Sur ses aspects gores, le film fait la part belle au body horror suintant, particulièrement cher à Brian Yuzna. Décapitation étrange, déformations grandiloquentes, tout vise à la surenchère, avec profusion de créatures parmi les plus lovecraftiennes. Car malgré le recul pris par rapport à l’œuvre originale et sa mise en abîme outrageusement eighties, FROM BEYOND parvient à retranscrire la patte de Lovecraft et à la rendre reconnaissable. Il se permet, de plus, d’y ajouter une réflexion sur les traitements psychiatriques, encore barbares à cette époque. Néanmoins, s’il demeure jouissif, il n’égale pas pour autant la saveur de Re-animator. En effet, bien que l’on puisse reconnaître toutes ces qualités à FROM BEYOND, on ne peut s’empêcher de le comparer à son prédécesseur. 

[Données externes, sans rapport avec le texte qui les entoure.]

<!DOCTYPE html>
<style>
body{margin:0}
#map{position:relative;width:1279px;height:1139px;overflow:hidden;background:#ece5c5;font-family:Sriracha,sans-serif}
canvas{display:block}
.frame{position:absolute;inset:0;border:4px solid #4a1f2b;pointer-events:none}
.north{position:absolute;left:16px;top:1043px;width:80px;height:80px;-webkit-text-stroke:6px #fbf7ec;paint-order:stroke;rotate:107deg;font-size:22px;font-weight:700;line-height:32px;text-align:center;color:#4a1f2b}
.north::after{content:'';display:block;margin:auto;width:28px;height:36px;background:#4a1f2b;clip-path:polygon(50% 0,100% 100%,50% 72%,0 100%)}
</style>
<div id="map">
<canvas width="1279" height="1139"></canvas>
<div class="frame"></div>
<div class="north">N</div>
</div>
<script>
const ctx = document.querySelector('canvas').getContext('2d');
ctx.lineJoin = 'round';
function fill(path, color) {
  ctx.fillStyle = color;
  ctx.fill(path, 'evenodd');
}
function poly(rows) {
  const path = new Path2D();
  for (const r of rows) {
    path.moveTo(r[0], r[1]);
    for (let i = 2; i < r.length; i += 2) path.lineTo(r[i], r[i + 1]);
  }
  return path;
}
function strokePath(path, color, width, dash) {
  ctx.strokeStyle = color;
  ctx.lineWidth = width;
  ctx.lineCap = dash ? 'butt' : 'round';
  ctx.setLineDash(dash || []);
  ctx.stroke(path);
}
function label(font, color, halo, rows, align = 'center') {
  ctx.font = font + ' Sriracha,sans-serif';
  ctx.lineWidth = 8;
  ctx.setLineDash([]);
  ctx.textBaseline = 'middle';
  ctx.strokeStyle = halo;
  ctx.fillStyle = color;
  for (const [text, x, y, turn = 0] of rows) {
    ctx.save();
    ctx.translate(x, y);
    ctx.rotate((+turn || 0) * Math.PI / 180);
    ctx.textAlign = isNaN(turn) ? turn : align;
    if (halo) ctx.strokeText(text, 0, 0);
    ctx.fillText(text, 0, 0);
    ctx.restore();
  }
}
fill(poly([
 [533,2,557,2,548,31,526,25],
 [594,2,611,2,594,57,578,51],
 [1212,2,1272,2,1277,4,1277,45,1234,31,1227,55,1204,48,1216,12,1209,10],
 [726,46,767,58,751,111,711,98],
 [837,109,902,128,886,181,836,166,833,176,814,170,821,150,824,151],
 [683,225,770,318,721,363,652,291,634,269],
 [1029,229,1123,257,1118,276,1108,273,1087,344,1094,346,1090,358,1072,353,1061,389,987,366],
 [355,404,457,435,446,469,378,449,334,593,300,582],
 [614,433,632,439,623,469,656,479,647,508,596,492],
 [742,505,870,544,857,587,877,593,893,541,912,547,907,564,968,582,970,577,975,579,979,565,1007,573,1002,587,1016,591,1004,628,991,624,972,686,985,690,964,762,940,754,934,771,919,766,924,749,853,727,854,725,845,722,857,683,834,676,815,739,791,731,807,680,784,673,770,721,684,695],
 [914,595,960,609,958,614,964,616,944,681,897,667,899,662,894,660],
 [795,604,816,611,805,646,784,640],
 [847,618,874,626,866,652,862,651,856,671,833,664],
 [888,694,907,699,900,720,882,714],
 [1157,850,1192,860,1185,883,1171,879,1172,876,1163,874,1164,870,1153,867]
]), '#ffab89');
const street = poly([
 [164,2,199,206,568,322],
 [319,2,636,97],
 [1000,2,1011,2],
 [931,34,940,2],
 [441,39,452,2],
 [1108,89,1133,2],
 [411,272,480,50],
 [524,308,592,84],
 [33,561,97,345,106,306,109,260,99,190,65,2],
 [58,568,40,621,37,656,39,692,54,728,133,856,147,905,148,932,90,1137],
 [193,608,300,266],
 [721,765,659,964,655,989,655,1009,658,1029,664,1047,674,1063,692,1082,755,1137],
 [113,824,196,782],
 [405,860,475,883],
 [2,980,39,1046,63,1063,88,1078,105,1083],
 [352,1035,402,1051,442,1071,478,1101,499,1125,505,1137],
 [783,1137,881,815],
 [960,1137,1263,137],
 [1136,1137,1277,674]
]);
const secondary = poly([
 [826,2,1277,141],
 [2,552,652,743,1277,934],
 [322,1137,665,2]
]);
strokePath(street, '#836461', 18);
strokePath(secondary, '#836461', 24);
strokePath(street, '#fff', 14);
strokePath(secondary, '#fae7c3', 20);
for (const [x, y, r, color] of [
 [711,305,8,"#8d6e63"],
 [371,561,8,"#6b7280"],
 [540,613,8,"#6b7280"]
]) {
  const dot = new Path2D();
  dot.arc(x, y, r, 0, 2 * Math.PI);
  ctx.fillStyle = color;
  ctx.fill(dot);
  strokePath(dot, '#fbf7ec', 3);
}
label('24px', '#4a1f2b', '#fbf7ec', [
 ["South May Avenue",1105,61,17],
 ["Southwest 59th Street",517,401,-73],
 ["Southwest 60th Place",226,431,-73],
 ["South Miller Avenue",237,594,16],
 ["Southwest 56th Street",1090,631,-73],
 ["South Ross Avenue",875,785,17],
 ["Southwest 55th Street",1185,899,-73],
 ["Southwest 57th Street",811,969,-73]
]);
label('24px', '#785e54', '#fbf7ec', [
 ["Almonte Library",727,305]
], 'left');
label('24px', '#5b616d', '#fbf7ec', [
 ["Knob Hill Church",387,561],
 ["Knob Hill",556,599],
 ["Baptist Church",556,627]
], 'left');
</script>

Et force est de constater qu’il ne se hisse quasiment jamais à son niveau. Moins fou, dans un décor peu fourni, il s’amuse davantage à déployer ses effets qu’à raconter réellement son histoire de savant fou foutraque. De même, malgré son excellent casting, avec un Ken Foree formidable en policier incrédule, ses personnages restent sans relief, là où Re-animator surprend davantage dans son écriture. Toutes ces raisons expliquent certainement le succès relatif de FROM BEYOND et l’abandon du projet d’adapter davantage de nouvelles de Lovecraft chez Empire. N’en reste pas moins un film particulièrement fun et régressif, dans le haut du panier des séries B de son époque.